Which lines below include the string "column"? Please show each one.
BEGIN DATASET RECORDS
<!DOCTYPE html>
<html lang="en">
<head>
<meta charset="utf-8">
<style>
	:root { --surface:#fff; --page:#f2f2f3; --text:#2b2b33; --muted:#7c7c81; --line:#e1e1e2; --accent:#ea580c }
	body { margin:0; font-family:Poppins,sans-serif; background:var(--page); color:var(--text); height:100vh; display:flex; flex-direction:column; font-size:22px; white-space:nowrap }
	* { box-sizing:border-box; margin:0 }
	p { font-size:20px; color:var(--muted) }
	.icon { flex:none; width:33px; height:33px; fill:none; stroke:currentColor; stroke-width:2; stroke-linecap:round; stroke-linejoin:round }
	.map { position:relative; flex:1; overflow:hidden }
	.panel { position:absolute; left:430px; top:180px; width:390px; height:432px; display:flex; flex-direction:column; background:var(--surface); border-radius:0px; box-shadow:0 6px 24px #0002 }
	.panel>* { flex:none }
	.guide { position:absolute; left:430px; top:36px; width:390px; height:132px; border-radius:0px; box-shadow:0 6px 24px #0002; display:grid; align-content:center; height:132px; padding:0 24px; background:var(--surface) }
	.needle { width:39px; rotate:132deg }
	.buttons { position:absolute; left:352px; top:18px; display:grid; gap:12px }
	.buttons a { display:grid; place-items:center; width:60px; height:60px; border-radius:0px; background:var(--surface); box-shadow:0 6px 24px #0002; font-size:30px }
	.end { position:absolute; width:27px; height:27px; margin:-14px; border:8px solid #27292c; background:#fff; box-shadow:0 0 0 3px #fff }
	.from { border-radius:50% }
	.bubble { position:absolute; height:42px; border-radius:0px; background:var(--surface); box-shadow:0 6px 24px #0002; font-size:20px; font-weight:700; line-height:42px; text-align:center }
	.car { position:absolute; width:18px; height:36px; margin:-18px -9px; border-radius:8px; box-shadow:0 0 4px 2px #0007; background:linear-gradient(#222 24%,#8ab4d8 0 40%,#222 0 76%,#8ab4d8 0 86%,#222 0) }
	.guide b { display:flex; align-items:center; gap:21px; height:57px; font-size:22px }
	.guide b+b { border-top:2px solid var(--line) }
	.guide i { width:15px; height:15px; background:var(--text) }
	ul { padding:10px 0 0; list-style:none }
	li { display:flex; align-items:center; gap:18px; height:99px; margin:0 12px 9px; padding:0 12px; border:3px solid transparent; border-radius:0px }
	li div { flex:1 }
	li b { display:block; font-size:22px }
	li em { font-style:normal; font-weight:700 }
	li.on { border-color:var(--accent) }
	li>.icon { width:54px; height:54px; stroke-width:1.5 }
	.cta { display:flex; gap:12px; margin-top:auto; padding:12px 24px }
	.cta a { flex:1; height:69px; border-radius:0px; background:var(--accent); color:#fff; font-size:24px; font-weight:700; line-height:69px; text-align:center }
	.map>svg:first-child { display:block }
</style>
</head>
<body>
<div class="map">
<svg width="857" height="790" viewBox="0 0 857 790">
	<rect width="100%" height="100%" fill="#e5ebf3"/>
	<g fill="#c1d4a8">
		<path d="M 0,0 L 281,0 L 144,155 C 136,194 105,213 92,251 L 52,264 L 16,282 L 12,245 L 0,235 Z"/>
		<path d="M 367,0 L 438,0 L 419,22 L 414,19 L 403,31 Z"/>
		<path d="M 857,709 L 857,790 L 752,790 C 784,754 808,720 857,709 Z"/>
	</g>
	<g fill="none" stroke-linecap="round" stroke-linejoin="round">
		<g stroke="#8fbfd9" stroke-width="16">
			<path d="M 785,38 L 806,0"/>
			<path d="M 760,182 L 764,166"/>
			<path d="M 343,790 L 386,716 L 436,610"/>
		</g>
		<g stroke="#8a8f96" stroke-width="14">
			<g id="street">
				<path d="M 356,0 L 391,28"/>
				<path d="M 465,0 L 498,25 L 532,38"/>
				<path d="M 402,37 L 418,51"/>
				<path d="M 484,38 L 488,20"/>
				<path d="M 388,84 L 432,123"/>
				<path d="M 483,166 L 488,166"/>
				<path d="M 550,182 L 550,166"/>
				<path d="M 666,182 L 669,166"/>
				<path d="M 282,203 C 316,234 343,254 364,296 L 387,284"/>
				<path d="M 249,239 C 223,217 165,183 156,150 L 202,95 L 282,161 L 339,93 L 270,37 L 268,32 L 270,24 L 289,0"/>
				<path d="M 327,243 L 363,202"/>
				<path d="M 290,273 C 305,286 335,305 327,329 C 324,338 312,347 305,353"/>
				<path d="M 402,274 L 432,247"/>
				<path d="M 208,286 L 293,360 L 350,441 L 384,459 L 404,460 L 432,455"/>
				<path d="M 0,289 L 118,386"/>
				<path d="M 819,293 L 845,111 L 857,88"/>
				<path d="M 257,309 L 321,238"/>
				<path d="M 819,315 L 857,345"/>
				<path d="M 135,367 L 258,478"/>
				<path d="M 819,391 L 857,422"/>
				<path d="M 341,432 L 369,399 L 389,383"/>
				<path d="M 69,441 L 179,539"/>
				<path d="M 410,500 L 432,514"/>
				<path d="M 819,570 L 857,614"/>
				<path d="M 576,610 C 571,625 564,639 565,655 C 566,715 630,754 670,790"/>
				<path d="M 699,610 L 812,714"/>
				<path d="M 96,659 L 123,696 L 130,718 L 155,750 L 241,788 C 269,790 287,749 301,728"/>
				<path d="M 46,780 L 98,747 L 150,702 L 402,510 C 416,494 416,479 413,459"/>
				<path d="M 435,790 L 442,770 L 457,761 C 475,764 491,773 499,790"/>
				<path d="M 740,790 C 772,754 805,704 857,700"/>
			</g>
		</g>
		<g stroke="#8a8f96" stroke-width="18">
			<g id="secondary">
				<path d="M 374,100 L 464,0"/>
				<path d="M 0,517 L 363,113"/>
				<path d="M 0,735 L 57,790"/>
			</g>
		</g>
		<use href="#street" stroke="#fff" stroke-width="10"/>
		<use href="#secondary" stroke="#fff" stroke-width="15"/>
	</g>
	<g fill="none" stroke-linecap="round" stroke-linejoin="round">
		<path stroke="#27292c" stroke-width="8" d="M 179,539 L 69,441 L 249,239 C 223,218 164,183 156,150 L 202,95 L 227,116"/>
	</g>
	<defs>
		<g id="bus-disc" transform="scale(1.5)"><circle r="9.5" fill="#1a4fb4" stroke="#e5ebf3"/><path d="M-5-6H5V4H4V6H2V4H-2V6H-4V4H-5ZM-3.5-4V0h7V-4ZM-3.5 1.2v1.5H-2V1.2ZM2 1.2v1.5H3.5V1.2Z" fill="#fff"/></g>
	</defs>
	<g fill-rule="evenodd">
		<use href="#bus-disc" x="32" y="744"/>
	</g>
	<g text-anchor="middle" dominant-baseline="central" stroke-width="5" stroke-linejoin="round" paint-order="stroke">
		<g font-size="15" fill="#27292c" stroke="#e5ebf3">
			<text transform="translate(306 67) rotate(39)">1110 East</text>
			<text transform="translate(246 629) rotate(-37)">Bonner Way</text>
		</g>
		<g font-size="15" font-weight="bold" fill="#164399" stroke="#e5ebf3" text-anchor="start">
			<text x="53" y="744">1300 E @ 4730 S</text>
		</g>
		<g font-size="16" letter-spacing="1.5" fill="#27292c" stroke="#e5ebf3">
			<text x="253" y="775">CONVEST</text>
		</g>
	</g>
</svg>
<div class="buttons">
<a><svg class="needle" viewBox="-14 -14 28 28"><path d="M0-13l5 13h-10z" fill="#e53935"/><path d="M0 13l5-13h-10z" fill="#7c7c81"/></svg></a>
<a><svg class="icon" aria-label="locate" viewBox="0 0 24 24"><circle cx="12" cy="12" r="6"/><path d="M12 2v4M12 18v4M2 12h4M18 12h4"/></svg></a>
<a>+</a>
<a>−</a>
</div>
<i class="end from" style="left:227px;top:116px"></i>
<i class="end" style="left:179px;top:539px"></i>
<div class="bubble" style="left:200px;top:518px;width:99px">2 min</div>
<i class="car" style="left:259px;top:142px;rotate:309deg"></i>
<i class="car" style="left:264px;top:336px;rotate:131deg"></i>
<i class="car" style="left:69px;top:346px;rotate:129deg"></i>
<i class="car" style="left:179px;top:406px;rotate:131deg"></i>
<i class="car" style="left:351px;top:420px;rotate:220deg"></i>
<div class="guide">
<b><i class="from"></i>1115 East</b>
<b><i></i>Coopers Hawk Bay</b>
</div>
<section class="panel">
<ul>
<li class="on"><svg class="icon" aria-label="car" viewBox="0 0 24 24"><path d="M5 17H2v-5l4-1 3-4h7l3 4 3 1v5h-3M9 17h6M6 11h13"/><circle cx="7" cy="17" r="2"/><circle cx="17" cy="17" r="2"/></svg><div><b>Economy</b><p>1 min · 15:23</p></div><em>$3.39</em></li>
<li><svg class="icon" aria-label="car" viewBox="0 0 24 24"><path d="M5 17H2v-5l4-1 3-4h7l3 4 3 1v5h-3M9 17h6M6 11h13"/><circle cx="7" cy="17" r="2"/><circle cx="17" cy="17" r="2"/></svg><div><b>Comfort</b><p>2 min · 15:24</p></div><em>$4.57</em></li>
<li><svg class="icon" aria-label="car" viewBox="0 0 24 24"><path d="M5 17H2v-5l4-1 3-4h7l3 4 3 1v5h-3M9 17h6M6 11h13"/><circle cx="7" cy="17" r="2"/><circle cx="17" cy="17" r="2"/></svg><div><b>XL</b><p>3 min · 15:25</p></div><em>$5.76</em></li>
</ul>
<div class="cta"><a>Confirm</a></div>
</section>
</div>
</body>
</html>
END DATASET RECORDS
→ **YOUR SOLUTION**:
	body { margin:0; font-family:Poppins,sans-serif; background:var(--page); color:var(--text); height:100vh; display:flex; flex-direction:column; font-size:22px; white-space:nowrap }
	.panel { position:absolute; left:430px; top:180px; width:390px; height:432px; display:flex; flex-direction:column; background:var(--surface); border-radius:0px; box-shadow:0 6px 24px #0002 }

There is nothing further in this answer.